-- DATA SUPPLIED follows --

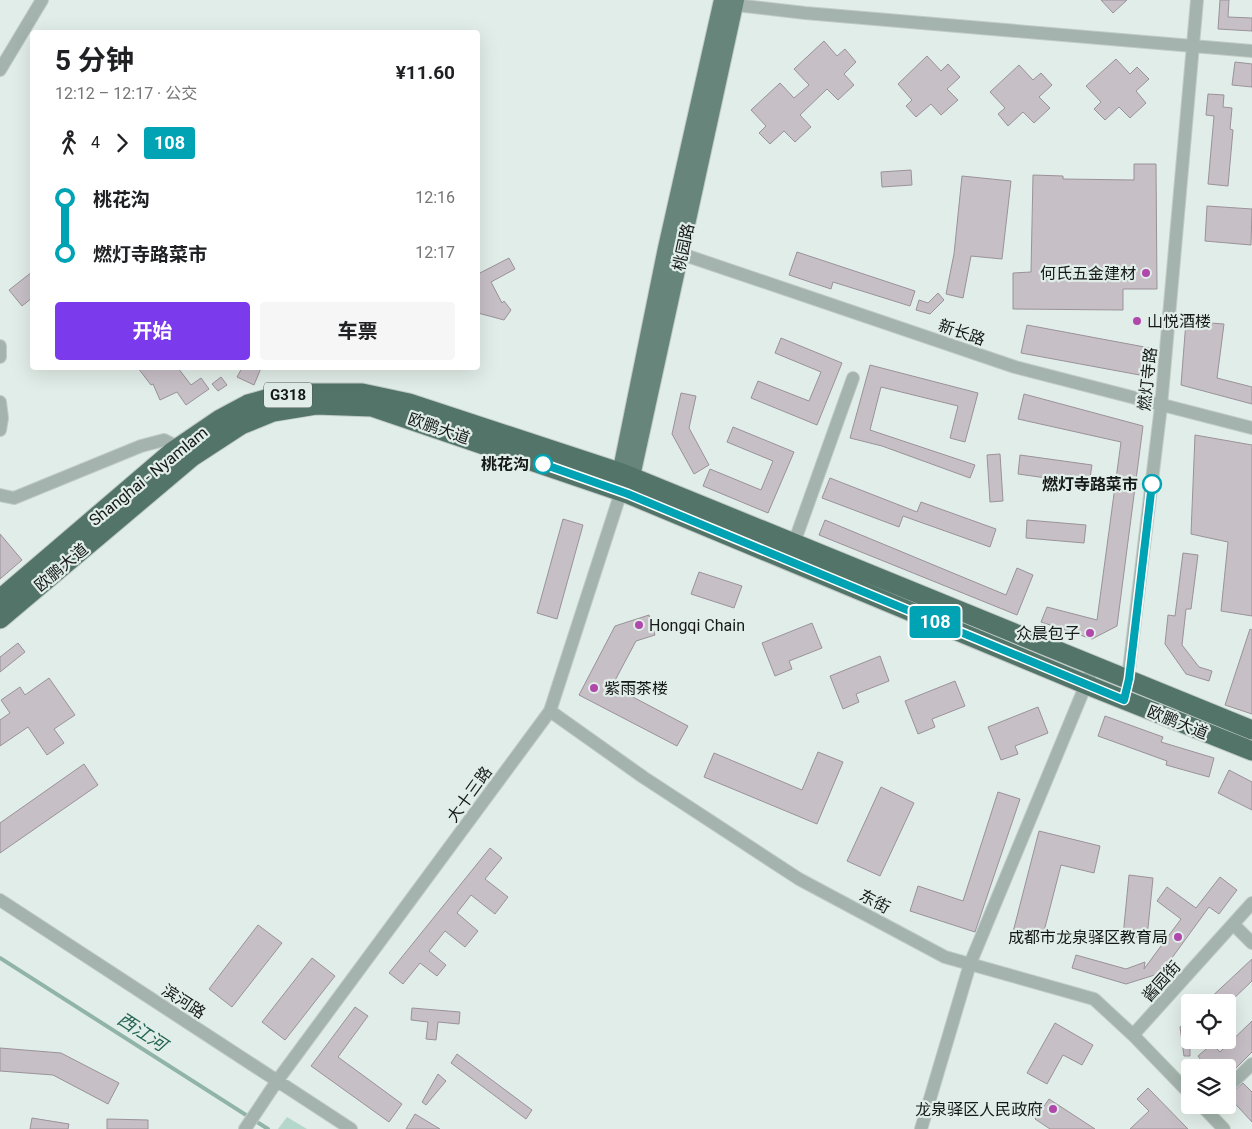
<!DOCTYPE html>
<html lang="zh">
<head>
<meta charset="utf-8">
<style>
  body { margin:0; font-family:Roboto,"Noto Sans SC",sans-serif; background:#f6f6f6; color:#202124; height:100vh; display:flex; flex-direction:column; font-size:19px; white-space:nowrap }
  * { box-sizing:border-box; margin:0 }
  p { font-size:16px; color:#757577 }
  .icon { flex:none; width:28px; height:28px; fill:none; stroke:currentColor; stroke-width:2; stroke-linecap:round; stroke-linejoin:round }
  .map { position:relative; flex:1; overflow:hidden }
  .details { position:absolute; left:30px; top:30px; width:450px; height:340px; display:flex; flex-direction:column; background:#fff; border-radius:5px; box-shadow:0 5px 20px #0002 }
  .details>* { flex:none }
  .badge { padding:0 10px; border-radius:4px; font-size:18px; line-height:32px }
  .buttons { position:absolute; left:1181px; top:994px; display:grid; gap:10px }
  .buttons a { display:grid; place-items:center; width:55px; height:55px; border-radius:5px; background:#fff; box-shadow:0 5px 20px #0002; font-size:25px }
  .map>.badge { position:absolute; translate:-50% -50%; box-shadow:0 0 0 2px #fff }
  .legs { display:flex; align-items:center; gap:8px; height:55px; padding:0 25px; font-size:16px }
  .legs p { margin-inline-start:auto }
  .overview { display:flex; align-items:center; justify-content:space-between; height:85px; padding:0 25px }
  h1 { font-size:28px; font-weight:700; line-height:38px }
  .cta { display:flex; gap:10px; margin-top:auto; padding:10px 25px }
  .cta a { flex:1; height:58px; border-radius:5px; background:#7c3aed; color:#fff; font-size:20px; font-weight:700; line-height:58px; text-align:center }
  .cta a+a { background:#f6f6f6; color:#202124 }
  ul { padding:0 25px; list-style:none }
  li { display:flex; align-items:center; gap:18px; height:55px; font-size:19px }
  li i { display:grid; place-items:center; width:8px; height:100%; margin:0 6px; background:currentColor }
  li i::after { content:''; width:12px; height:12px; margin:-6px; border:4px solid; border-radius:50%; background:#fff }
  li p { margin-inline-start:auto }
  li:first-child i { background:linear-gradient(#0000 50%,currentColor 0) }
  li:last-child i { background:linear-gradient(currentColor 50%,#0000 0) }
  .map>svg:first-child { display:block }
  .green { fill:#b5d6ca }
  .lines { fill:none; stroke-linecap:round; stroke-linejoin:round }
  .stream { stroke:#91b4a8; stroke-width:4 }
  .building { fill:#c7bfc6; stroke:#9a9299 }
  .minor-casing { stroke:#c0cbc7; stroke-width:14 }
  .major-casing { stroke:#c0cbc7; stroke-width:18 }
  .highway-casing { stroke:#c0cbc7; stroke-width:21 }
  .minor { stroke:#a4b3ad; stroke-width:12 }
  .major { stroke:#68857b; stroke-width:16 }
  .highway { stroke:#537469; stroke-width:19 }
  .line-1-casing { stroke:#fff; stroke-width:11 }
  .line-1 { stroke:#00a3b4; stroke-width:8 }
  .poi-dot { fill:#af48aa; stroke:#e1ede8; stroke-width:2 }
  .stop-1-dot { fill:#fff; stroke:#00a3b4; stroke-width:2.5 }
  .labels { text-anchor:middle; stroke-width:4.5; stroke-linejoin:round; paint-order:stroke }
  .shield { fill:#e1ede8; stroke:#525956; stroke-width:1 }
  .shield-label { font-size:15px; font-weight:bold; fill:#151918 }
  .street-label { font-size:16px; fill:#151918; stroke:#e1ede8 }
  .poi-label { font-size:16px; fill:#151918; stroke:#e1ede8; text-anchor:end }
  .stop-label { font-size:16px; font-weight:bold; fill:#151918; stroke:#e1ede8; text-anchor:end }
  .water-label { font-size:18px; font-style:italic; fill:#236452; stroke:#e1ede8 }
</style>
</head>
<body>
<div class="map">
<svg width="1252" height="1129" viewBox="0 0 1252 1129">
  <rect width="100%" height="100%" fill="#e1ede8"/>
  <path class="green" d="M287,1117L307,1129H278Z"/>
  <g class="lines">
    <path class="stream" d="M0,958L268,1129"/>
  </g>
  <path class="building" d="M1101,0H1127L1113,13Z
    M1220,0H1229L1228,17L1252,18V31L1218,29Z
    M824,41L837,56L845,49L856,62L844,74L854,85L838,100L827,89L800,115L811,127L795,142L784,131L770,144L759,133L766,126L751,110L780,83L794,98L809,85L794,69Z
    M927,56L941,71L948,64L960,77L947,89L958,100L941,115L931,104L916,117L906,106L912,100L898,84Z
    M1116,59L1130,74L1137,67L1149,79L1136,91L1146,103L1130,118L1119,107L1105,120L1094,109L1101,102L1086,86Z
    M1235,62L1252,64V87L1232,85Z
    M1019,65L1033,80L1041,73L1052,85L1039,97L1050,108L1034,123L1023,112L1008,126L998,114L1005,108L990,92Z
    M1208,94L1224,95L1223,107L1232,108L1230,129L1233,130L1228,186L1208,184L1214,116L1206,115Z
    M1134,164H1156L1157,289H1123V310L1013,309V273L1031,272L1033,175L1063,176V179L1134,180Z
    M911,170L912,185L882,187L881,172Z
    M962,176L1011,181L1002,259L971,256L963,298L946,294L954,254Z
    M1207,206L1252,209L1251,245L1205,241Z
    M797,252L915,291L910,306L833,282L831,289L789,275Z
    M509,258L515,269L491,282L502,303L504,301L511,310L504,320L478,313V274Z
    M32,272V298L22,306L9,290Z
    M938,293L944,300L930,314L916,310L919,300L928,303Z
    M1186,321L1224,324L1217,378L1252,387V404L1181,385Z
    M1027,325L1150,348L1145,376L1021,353Z
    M781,338L842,363L817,425L751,398L758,381L809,401L821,372L775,353Z
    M870,365L978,393L965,442L950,438L958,406L881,387L870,430L975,465L970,478L882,446L850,438Z
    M138,368H178L191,385L201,378L209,389L186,405L177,392L160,400L153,384L151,385Z
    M242,368H261L254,385L237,377Z
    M221,377L227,385L218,391L212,384Z
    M681,393L696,396L689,428L709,465L694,474L672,434Z
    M1024,394L1143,426L1117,626L1092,639L1041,622L1047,607L1097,620L1121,442L1018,419Z
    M733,427L794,452L768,513L703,486L710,469L761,490L773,461L727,442Z
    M1195,435L1252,445V616L1221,611L1228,542L1191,534Z
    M1000,454L1003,501L990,502L987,455Z
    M1020,455L1092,465L1089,484L1018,474Z
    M830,478L917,512L921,502L996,529L990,547L903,516L899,527L822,498Z
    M563,519L583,525L557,619L537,613Z
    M825,520L1006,595L1017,568L1033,575L1017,615L819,535Z
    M1027,520L1086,525L1084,543L1026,538Z
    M0,534L22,560L0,579Z
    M1183,553L1198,555L1191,609H1186L1182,645L1199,667L1212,671L1209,681L1186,674L1165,644L1168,615L1175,616Z
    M699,572L742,586L734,608L691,594Z
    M649,615L655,635L636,641L612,686L688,726L677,746L579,695L615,626Z
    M812,623L822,648L789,661L792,669L775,676L762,643Z
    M1250,629L1252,630V714L1225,705Z
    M18,643L25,652L0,672V657Z
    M880,656L889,681L856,694L859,702L843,709L830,676Z
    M49,678L75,715L54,729L64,743L47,755L28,727L0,746V720L10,713L1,700L20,687L25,695Z
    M955,681L965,706L932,719L935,727L918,734L905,701Z
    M1038,707L1048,733L1015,746L1018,754L1001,760L988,727Z
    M1105,716L1163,737L1161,742L1214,758L1209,777L1166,765L1167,761L1098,736Z
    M818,752L843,762L817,824L704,777L714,753L802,790Z
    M84,764L98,785L0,853V823Z
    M1229,770L1252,782V810L1218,793Z
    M881,787L914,803L880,876L847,861Z
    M998,792L1020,799L975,932L910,911L918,886L963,901Z
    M1039,831L1100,846L1094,873L1061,865L1042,939L1013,932Z
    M490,848L502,858L485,879L508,897L495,914L471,895L457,913L478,931L465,947L445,931L429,951L446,965L437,976L420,963L403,984L389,973Z
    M1129,875L1153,878L1147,938L1123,936Z
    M1220,877L1237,890L1219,914L1209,907L1161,973L1126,984L1072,968L1076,955L1126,969L1145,962L1144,969L1181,919L1157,901L1167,887L1196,908Z
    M258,925L282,943L232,1007L209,989Z
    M312,958L335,976L285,1040L262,1022Z
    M1252,959V981L1230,1002H1206Z
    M355,1007L368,1016L338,1057L402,1104L389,1122L311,1066Z
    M412,1008L460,1012L459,1024L438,1022L436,1040L426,1039L428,1022L411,1020Z
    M1190,1018V1056H1184L1180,1027Z
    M1252,1021V1052L1228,1076V1068H1207L1198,1056L1212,1044L1220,1052Z
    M1055,1023L1093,1045L1082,1065L1063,1055L1047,1084L1027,1073Z
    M0,1048L61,1053L119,1083L108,1104L53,1075L0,1071Z
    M457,1054L532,1110L526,1119L451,1063Z
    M438,1074L446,1081L426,1105L422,1102Z
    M1243,1083L1252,1092V1122L1228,1096Z
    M1148,1088L1188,1129H1130L1149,1111L1137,1099Z
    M1049,1099L1095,1129H1050L1035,1119Z
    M415,1114L440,1129H406Z
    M32,1118L69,1124L68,1129H30Z
    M107,1119L148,1120V1129H107Z"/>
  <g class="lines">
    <defs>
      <path id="minor" d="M727,4L805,13L1252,51
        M0,70L42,0
        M673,251L1015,367L1252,428
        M0,346V357
        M0,402L2,418L0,430
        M0,495L14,498L141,446L164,440L178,447
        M794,543L853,378
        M1127,686L1161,406L1197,0
        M550,711L643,777L799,879L945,957L1094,999L1133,1035L1190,1094
        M0,900L351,1129
        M1233,924L1252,943
        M1133,1035L1252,903
        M1228,1087L1252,1064
        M1201,1105L1224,1129
        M245,1129L277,1081L550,711L621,492
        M921,1129L970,964L1094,665"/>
      <path id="major" d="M618,484L666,248L722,0
        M629,490L736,0"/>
      <path id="highway" d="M0,599L173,451L220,419L248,404L273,397L304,393H362L409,403L622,473L1252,730
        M0,619L192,457L241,425L273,412L316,405L372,407L628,494L1087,685L1252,751"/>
    </defs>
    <use href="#minor" class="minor-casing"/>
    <use href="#major" class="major-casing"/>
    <use href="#highway" class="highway-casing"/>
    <use href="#minor" class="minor"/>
    <use href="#major" class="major"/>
    <use href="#highway" class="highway"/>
  </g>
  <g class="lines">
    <defs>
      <path id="line-1" d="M543,464L628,494L1124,700L1129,679L1152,484"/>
    </defs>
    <use href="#line-1" class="line-1-casing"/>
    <use href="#line-1" class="line-1"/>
  </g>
  <g class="poi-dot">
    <circle cx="1146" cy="273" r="5"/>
    <circle cx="1137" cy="321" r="5"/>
    <circle cx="639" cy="625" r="5"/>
    <circle cx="1090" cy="633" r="5"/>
    <circle cx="594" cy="688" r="5"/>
    <circle cx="1178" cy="937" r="5"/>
    <circle cx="1053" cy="1109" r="5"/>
  </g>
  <g class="stop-1-dot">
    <circle cx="543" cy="464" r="9"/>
    <circle cx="1152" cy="484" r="9"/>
  </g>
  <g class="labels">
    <rect class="shield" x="264" y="382.5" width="48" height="25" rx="4"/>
    <g class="shield-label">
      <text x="288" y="400">G318</text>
    </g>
    <g class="street-label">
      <text transform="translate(683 247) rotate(-78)" y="6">桃园路</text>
      <text transform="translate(962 332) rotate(19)" y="6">新长路</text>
      <text transform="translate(1147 379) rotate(-84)" y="6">燃灯寺路</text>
      <text transform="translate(439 428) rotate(19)" y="6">欧鹏大道</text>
      <text transform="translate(148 476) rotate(-39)" y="6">Shanghai - Nyamlam</text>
      <text transform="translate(61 567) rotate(-40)" y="6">欧鹏大道</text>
      <text transform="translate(1178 722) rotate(22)" y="6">欧鹏大道</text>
      <text transform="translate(469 794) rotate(-54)" y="6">大十三路</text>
      <text transform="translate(875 901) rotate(28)" y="6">东街</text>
      <text transform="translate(1161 981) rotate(-48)" y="6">酱园街</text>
      <text transform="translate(184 1001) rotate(33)" y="6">滨河路</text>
    </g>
    <g class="poi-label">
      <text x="1136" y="279">何氏五金建材</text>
      <text x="1147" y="327" text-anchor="start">山悦酒楼</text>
      <text x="649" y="631" text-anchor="start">Hongqi Chain</text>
      <text x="1080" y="639">众晨包子</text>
      <text x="604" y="694" text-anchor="start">紫雨茶楼</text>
      <text x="1168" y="943">成都市龙泉驿区教育局</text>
      <text x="1043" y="1115">龙泉驿区人民政府</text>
    </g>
    <g class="stop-label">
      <text x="529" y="470">桃花沟</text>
      <text x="1138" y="490">燃灯寺路菜市</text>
    </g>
    <g class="water-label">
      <text transform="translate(142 1032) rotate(33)" y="6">西江河</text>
    </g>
  </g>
</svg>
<div class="buttons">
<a><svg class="icon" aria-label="locate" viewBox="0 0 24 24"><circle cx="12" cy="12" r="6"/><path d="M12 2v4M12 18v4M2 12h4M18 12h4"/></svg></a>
<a><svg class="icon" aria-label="layers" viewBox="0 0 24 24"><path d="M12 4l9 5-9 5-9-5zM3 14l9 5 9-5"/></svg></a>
</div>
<b class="badge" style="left:935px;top:622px;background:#00a3b4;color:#fff">108</b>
<section class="details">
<div class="overview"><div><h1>5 分钟</h1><p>12:12 – 12:17 · 公交</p></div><b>¥11.60</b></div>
<div class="legs"><svg class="icon" aria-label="walk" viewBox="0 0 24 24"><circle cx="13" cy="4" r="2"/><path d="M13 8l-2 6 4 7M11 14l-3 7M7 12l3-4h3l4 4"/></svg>4<svg class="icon" aria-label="forward" viewBox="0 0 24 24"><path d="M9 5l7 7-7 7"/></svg><b class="badge" style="background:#00a3b4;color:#fff">108</b></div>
<ul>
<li><i style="color:#00a3b4"></i><b>桃花沟</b><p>12:16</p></li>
<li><i style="color:#00a3b4"></i><b>燃灯寺路菜市</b><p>12:17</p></li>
</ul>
<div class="cta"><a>开始</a><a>车票</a></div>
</section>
</div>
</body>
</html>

-- DATA SUPPLIED concluded --

Scan the entries above, and wherever a line holds the string "buttons", copy it.

EXPECTED ANSWER:
  .buttons { position:absolute; left:1181px; top:994px; display:grid; gap:10px }
  .buttons a { display:grid; place-items:center; width:55px; height:55px; border-radius:5px; background:#fff; box-shadow:0 5px 20px #0002; font-size:25px }
<div class="buttons">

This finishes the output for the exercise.